Gwendolyn Keyes Fleming, District Attorney, Leonora Grant, Assistant District Attorney, for appellee.
PHIPPS, Judge.
Laderrickus McKenzie was charged with the armed robbery of Berry Riggins and convicted of the lesser included offense of robbery by force. Following the denial of his motion for new trial, he appeals. He complains of the trial court's refusal to admit evidence of Riggins's subsequent death from alcoholism and of the court's instructions to the jury on the credibility of witnesses and statements by a defendant. We find no reversible error and thus affirm.

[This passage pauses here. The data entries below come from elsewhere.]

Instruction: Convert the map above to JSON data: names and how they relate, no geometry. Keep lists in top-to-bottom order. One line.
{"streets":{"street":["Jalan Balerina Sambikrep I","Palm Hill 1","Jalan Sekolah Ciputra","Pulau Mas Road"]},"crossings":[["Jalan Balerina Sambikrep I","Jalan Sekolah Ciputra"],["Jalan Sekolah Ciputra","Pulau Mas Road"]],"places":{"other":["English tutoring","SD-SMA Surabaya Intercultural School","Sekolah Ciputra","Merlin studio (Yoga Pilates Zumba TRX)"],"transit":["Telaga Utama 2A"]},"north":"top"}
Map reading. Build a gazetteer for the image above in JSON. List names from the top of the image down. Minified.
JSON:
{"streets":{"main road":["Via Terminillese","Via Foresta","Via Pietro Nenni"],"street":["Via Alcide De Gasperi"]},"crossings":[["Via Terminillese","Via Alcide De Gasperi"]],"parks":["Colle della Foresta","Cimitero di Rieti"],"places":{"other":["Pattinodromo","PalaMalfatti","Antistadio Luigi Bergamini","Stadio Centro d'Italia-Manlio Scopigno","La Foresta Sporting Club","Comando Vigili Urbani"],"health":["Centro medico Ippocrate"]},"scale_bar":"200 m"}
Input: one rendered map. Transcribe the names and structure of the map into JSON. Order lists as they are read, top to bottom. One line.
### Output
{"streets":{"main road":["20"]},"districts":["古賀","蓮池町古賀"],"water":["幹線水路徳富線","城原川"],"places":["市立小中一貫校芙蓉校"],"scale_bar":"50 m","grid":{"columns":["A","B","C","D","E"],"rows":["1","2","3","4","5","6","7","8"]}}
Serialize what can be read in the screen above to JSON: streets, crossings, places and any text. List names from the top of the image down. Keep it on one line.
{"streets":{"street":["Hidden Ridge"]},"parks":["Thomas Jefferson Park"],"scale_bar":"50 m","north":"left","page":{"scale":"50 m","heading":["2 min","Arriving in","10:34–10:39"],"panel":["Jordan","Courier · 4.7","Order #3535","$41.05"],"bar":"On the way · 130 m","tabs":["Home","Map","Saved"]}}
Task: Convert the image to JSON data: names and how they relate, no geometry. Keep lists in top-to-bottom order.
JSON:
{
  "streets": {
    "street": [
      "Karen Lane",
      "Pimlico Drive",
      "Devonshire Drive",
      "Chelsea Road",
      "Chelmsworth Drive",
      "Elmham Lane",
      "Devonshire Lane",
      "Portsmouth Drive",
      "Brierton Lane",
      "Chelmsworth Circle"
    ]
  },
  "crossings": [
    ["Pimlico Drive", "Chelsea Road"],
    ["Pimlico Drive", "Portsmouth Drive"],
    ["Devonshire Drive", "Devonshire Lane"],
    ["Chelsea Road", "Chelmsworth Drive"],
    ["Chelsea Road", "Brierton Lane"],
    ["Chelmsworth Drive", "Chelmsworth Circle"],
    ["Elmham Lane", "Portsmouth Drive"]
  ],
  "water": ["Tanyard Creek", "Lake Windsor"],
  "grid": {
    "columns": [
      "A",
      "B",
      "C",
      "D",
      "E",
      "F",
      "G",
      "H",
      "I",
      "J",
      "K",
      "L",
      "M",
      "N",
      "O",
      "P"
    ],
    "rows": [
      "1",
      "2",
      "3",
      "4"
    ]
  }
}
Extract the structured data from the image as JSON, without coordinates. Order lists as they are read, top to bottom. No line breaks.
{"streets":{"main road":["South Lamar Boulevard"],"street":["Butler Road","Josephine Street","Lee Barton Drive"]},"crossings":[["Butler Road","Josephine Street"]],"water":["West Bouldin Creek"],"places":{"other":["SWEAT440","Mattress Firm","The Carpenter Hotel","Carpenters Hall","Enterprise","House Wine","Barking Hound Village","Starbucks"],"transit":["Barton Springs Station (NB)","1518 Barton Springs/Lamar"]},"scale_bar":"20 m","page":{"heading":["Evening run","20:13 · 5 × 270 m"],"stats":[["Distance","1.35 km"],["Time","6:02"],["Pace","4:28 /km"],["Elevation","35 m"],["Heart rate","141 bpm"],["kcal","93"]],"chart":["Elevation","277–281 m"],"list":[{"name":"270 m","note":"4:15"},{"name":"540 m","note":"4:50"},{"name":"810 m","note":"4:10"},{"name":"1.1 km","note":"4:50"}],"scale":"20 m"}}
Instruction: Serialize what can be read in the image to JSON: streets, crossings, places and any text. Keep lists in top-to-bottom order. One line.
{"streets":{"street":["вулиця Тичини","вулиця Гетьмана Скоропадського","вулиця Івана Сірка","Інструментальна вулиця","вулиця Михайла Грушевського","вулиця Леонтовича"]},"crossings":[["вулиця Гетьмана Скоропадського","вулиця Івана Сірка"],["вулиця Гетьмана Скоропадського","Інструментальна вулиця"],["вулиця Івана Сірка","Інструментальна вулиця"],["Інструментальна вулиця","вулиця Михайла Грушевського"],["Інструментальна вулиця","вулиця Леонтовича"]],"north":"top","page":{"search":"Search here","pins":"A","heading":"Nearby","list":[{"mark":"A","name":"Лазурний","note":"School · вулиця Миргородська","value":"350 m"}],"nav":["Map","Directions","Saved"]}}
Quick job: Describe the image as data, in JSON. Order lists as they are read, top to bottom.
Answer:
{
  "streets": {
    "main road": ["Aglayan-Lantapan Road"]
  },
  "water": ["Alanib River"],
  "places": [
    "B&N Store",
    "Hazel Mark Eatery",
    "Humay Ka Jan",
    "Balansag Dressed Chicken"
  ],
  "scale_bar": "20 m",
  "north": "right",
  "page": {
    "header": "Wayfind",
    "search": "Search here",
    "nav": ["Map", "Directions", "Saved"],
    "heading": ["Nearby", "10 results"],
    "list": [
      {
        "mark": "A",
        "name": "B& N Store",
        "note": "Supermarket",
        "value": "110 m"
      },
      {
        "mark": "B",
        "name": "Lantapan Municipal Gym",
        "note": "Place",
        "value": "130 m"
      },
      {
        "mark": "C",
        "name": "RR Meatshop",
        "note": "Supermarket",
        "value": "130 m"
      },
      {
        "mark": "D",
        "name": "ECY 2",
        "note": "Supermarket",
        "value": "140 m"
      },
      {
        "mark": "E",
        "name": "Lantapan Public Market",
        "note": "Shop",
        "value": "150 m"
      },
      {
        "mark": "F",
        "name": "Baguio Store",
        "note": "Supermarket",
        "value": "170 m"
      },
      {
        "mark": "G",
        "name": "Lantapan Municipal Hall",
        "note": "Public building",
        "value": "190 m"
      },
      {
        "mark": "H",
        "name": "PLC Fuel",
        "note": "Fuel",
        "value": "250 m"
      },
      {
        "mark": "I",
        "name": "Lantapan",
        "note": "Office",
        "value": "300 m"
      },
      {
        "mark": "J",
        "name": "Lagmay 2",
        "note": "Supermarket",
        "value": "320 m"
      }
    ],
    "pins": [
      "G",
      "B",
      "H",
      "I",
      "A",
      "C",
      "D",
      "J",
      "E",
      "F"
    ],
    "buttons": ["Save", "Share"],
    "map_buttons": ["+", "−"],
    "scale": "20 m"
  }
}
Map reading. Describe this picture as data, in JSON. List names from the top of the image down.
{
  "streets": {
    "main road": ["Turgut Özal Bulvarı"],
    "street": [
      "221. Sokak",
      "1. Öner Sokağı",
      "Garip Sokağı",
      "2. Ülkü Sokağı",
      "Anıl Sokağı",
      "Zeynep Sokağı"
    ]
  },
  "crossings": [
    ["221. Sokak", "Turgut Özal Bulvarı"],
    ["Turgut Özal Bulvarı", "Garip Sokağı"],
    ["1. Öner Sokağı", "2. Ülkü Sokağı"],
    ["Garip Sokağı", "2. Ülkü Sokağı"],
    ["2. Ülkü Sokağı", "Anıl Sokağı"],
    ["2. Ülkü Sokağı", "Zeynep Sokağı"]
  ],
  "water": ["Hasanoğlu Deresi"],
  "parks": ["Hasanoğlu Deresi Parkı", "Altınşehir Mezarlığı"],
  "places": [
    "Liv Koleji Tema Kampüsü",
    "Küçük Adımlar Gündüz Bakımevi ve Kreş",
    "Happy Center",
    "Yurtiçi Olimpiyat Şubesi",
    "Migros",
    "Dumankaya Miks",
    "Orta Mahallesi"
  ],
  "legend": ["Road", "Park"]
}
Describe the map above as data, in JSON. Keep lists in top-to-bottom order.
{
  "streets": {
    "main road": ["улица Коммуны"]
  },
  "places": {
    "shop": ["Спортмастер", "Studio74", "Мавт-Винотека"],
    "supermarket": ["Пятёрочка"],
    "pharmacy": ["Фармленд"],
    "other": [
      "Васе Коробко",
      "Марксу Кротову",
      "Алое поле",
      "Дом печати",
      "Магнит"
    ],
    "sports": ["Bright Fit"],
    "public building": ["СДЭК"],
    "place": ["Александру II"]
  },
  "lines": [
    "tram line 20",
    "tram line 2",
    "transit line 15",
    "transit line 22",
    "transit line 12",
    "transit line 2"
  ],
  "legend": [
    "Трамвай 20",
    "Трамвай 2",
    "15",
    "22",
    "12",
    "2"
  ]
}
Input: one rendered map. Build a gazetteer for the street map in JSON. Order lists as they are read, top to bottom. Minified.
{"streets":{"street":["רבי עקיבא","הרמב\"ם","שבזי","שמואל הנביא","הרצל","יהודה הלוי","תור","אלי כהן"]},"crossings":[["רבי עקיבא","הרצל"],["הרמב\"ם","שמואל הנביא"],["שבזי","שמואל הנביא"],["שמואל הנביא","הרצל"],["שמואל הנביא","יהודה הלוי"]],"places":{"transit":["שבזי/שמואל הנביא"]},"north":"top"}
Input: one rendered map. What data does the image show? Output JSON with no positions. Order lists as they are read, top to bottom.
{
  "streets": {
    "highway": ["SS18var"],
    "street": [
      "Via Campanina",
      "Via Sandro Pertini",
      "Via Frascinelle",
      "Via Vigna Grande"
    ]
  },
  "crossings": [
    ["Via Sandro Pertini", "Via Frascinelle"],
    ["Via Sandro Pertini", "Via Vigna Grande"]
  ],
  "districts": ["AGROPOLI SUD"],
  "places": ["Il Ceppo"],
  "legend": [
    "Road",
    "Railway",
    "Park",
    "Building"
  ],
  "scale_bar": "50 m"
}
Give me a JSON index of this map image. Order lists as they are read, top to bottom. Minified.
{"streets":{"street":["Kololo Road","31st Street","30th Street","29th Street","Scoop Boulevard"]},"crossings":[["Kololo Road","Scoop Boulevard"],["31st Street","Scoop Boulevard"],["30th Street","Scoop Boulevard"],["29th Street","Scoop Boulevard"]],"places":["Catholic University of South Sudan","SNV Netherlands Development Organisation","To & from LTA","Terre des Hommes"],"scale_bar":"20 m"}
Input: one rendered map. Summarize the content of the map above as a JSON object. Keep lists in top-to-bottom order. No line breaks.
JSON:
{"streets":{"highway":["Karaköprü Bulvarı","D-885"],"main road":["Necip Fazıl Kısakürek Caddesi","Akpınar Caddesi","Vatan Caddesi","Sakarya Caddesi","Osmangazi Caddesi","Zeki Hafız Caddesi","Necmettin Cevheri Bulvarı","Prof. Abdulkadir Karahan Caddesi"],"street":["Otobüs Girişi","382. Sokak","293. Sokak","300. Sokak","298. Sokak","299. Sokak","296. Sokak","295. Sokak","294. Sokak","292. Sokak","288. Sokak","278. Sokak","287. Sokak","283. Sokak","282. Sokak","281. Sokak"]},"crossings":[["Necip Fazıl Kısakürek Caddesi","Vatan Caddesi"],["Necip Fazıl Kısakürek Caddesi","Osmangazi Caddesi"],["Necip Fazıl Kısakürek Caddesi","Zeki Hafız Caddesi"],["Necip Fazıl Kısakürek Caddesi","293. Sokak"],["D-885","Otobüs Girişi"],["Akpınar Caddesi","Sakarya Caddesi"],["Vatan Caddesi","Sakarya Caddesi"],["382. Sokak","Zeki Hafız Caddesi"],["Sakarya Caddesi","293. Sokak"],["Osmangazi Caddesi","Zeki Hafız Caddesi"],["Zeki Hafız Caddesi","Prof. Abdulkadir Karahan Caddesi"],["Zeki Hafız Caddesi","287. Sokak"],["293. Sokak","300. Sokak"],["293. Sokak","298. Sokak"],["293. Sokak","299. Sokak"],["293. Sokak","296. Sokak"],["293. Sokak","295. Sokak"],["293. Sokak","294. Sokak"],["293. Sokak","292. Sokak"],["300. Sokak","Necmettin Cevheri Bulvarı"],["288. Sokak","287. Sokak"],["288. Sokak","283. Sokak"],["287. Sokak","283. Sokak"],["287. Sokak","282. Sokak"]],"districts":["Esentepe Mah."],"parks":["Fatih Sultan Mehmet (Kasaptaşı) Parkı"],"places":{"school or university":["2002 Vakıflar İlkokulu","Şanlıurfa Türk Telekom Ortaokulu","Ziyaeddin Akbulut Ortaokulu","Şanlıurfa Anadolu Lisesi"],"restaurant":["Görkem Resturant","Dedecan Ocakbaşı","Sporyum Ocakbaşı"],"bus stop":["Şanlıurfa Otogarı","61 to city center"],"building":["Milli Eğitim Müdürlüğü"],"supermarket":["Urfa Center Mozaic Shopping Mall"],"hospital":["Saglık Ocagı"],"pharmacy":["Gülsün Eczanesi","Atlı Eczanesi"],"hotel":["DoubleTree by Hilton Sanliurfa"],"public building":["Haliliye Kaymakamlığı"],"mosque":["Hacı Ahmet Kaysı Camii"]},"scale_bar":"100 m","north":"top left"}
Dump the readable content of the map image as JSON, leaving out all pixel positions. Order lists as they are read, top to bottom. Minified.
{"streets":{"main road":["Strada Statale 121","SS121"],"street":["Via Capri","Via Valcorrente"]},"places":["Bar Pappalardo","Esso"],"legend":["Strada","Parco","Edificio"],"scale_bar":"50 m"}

State's witnesses James Bland and Sylvestor Macedo testified that on the afternoon in question, they were driving on Candler Road when they stopped at a traffic light and saw McKenzie and another man walking toward a bus stop where Riggins was standing. Defense witness Michael Moore acknowledged that he was accompanying McKenzie at the time in question. Testimony given by Bland and Macedo showed that McKenzie approached Riggins and hit him with an unidentified object causing him to fall to the ground and lose consciousness, and that McKenzie and Moore then took Riggins's wallet and walked quickly away from the scene into a nearby alley. Bland and Macedo followed them into the alley and saw them split money from the wallet, discard the wallet, and then flee in different directions. In response to a 911 called placed by Bland, numerous DeKalb County police officers quickly appeared on the scene. And McKenzie was spotted in the vicinity by Bland, taken into custody by the police, and positively identified by both Bland and Macedo.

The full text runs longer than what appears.